We started off sight-reading from some books that Hal Leonard had sent to Dave. I was interested in perusing the Hal Leonard Jazz Guitar method, which looks like a very useful book for a couple students of mine.
After that little warm-up, we dove right into Blues for Alice. I played the melody in two different registers, played the piano solo I had transcribed, and then improvised. No problems here. Then we moved on to the Joe Pass solo from his recording of 'Tis Autumn with Ella Fitzgerald. I got through it okay, which is the best result I could have expected. My assignment was to finish the transcription and then start learning it. At this point, I have the solo memorized. It's just a matter of woodshedding until it's under my fingers. We followed this with an arpeggio exercise over a harmonic minor scale. No problems. Then we worked on There Will Never Be Another You, starting with an arpeggio exercise that I had created for over the chord changes and then improvising. Again, this went well, and we ended the lesson with a page from the Blues in All Keys study from Galbraith's Guitar Comping book.
The new assignment.
- Learn Four. I played this tune a long time ago, but it's time to get it going again. It's one of those bebop standards that you just have to know…plus it's fun. I'll be refreshing myself on the melody and changes this week. I predict that, at the next lesson, Dave will tell me transcribe a solo from a recording of Four. Dave is beginning to consistently assign bebop tunes. These are great for my technique.
- More Joe Pass! I had started to transcribe Joe's ending in his recording with Ella. Part of my Joe Pass assignment is to finish that. Then I'm supposed to pick out a medium tempo Joe and Ella song, begin a new solo transcription, and pick out devices that Joe uses when he's comping for Ella. I've selected You Took Advantage of Me for this part of the assignment.

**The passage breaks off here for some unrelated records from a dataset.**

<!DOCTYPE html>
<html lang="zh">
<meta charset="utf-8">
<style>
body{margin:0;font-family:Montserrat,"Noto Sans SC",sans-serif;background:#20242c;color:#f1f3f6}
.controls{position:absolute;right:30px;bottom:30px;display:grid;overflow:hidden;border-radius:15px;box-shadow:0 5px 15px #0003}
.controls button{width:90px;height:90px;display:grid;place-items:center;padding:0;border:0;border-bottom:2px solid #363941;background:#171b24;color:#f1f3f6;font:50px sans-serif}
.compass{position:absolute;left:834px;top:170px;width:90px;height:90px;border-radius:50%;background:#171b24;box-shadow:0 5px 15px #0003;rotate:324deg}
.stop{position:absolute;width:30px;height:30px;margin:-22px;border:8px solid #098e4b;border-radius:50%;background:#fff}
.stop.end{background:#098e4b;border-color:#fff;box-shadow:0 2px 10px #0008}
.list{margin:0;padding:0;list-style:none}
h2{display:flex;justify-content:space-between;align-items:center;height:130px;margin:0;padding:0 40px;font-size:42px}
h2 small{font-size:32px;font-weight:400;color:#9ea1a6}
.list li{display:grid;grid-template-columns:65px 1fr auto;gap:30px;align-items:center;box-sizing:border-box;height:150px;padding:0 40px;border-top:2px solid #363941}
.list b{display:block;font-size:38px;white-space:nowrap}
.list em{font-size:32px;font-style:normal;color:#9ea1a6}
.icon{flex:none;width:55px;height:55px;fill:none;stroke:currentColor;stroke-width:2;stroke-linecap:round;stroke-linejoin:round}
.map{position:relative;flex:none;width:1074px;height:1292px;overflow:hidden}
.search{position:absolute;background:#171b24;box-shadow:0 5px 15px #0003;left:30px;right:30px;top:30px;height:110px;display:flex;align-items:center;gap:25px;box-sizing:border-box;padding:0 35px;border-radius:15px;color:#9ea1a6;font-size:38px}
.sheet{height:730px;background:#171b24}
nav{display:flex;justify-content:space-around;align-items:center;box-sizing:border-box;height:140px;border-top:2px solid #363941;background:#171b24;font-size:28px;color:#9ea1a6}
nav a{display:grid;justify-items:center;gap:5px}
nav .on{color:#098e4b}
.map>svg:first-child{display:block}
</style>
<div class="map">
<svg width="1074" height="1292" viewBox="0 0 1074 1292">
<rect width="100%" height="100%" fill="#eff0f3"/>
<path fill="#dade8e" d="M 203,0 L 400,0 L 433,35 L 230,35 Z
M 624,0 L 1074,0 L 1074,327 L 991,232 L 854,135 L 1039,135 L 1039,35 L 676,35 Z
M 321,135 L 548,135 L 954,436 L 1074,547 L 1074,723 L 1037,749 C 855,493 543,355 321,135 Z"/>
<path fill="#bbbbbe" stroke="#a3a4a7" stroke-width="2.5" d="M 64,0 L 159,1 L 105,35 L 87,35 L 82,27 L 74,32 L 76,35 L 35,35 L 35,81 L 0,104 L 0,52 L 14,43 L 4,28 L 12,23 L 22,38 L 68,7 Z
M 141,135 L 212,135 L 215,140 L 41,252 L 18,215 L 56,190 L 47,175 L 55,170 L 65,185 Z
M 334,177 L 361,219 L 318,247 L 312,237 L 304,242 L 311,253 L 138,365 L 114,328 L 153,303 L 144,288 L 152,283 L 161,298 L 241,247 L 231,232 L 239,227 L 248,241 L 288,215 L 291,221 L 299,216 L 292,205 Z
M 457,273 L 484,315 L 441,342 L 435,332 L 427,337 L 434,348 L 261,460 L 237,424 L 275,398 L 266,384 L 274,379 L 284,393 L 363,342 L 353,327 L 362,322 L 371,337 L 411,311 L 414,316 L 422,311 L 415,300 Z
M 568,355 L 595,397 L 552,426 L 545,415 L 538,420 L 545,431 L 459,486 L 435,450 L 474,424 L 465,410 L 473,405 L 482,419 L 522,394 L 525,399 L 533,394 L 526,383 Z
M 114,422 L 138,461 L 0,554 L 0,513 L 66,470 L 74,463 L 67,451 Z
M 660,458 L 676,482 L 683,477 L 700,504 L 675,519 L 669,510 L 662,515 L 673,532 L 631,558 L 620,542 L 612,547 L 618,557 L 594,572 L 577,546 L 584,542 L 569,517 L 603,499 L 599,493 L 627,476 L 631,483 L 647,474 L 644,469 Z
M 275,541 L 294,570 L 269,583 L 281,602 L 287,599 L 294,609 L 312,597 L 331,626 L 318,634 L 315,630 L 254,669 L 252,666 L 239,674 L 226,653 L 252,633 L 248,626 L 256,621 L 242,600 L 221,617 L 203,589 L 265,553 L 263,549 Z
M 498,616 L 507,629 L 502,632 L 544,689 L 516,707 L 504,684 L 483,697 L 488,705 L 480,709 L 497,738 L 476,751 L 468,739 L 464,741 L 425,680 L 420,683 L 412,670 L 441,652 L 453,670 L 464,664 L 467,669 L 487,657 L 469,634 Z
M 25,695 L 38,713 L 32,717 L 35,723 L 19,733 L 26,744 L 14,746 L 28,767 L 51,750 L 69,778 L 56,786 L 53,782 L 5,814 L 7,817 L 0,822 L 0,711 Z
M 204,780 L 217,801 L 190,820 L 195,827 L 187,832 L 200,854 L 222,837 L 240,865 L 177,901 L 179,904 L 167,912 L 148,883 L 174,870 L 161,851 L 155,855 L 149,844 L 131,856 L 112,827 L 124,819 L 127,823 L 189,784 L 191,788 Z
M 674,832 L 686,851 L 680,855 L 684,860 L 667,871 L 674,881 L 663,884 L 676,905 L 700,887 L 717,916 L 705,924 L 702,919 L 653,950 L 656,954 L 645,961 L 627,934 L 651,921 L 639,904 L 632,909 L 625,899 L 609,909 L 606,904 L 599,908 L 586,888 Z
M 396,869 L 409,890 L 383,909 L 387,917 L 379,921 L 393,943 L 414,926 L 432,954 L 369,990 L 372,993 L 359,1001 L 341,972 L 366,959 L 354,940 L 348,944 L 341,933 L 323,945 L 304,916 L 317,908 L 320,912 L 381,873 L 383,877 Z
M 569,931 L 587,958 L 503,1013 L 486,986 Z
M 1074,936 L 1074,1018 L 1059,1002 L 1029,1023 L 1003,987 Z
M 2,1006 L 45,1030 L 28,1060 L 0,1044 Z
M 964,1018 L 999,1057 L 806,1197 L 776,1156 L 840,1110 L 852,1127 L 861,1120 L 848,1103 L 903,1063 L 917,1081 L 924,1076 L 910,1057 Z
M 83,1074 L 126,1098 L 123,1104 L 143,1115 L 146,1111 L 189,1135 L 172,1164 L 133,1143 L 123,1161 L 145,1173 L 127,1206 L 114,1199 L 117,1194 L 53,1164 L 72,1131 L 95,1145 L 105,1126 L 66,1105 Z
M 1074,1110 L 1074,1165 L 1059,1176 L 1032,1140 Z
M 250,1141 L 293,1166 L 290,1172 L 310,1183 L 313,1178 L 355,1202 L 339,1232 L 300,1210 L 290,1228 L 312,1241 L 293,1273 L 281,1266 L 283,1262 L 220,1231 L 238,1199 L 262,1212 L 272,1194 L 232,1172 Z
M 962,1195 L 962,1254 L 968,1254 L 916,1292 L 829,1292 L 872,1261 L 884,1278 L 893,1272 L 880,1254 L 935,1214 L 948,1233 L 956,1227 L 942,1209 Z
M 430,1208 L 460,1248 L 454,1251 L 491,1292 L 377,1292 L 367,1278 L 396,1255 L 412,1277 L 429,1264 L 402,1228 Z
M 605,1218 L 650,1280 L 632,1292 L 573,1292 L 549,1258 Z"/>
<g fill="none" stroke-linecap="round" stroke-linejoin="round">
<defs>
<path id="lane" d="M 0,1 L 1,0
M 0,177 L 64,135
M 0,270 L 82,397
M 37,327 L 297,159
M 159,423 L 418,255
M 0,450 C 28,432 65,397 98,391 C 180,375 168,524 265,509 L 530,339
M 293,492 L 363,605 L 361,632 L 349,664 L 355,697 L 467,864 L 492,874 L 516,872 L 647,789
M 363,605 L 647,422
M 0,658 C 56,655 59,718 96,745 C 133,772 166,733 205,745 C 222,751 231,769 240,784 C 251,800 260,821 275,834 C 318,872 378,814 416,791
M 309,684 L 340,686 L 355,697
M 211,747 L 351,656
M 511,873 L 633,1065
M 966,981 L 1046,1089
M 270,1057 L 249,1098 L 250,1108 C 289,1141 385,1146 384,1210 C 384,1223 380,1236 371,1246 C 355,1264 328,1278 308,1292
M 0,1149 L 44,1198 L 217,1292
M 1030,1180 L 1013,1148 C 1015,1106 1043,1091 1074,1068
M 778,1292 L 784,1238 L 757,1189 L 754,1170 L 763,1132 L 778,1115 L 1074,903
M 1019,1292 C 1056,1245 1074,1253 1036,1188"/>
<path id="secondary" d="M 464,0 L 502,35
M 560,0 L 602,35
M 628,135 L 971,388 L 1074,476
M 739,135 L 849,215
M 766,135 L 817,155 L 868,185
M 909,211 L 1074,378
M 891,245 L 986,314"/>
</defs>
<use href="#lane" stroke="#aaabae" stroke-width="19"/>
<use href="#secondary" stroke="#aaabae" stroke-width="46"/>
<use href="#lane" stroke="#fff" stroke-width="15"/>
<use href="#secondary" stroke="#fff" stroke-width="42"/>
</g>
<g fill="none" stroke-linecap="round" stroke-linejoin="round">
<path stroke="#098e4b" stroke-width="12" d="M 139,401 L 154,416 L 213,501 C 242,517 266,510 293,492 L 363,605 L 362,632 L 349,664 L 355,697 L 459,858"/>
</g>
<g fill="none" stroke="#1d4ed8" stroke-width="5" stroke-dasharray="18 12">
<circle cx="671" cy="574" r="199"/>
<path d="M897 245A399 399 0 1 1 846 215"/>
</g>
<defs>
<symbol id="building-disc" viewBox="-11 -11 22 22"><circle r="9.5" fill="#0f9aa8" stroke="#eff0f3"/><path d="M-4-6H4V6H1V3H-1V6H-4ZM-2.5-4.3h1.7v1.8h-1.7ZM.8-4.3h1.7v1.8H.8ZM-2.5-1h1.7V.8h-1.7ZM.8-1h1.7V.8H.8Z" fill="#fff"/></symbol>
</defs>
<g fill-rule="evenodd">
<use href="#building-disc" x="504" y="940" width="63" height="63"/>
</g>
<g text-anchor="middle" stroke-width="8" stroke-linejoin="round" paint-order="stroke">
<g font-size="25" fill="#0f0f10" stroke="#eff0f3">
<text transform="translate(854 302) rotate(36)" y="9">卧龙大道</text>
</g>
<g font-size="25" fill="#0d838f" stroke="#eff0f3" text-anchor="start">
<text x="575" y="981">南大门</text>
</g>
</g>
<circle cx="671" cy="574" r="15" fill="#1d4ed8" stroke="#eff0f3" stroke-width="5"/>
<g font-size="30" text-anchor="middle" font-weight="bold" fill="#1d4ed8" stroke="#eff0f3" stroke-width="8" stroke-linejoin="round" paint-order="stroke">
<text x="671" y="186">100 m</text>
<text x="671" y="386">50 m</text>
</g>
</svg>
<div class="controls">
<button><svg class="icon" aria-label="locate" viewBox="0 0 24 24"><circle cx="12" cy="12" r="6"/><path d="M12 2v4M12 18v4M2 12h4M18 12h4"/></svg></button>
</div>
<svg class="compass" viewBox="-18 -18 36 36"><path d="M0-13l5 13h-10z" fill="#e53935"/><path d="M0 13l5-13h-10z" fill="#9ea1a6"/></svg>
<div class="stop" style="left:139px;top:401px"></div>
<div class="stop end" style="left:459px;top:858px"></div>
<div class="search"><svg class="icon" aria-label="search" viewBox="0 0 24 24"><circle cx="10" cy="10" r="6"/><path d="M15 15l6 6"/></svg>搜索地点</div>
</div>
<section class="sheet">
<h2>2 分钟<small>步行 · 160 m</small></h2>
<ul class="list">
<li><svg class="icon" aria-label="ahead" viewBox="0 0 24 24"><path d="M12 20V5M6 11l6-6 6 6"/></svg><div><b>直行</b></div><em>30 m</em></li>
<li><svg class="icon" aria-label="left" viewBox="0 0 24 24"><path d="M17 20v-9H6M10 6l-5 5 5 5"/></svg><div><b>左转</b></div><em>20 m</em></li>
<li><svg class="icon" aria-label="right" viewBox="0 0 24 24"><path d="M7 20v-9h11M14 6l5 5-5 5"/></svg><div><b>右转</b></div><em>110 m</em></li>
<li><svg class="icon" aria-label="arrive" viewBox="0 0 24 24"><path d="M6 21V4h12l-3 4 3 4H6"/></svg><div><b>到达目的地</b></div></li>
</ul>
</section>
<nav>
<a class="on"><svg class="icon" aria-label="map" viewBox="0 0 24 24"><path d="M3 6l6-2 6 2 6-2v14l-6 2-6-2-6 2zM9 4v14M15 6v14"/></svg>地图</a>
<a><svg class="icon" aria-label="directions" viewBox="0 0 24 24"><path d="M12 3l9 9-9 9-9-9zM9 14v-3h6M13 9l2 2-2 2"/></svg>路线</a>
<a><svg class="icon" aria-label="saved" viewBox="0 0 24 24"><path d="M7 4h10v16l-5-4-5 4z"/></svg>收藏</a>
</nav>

- Arpeggio Exercise over Melodic Minor. I've worked up arpeggio exercises for major and harmonic minor, in which I outline 7th chords, ascending on the 1 chord, descending on 2, etc. This is the same exercise using the melodic minor scale. (For non-jazz players…In jazz theory, the melodic minor has the same raised 6th and 7th both ascending and descending. In classical theory, the melodic minor reverts to natural minor descending.)
- Old Devil Moon. When asked which jazz standard I'd like to work on next, I asked for Old Devil Moon. I like this song, but it's awkward, and I'd like to play it better.
- Galbraith's Guitar Comping. I'll be working on the next page of the Blues in All Keys study. I just finished the page that covers G-flat and B, which aren't exactly the most common blues keys! Next up are the keys of E and A – much more guitar friendly.
As usual, Dave has given me a challenging assignment. I discovered a while ago that jazz guitar lessons are quite different from the classical trombone lessons of my younger days. In classical trombone lessons, there were few long term projects except for solo and recital material. I was assigned a set of etudes, I learned them, and then I was assigned yet another set of etudes. The "long term" assignment was really to apply the fundamentals of good tone and articulation to each new set of exercises.
With my jazz guitar studies, the individual assignments are often long term. I'll work on the same song or transcription for 2, 3, or even 4 lessons in a row. With lessons spaced every other week, that means that I will sometimes be working on the same song for two months. Learning to play jazz and improvise is such an internal process that it often takes a long time for new concepts to settle in and become a natural part of your playing. Often, learning to play a particular song or transcription is almost a byproduct. The real payoff is internalizing new ideas that you can apply to everything else you play.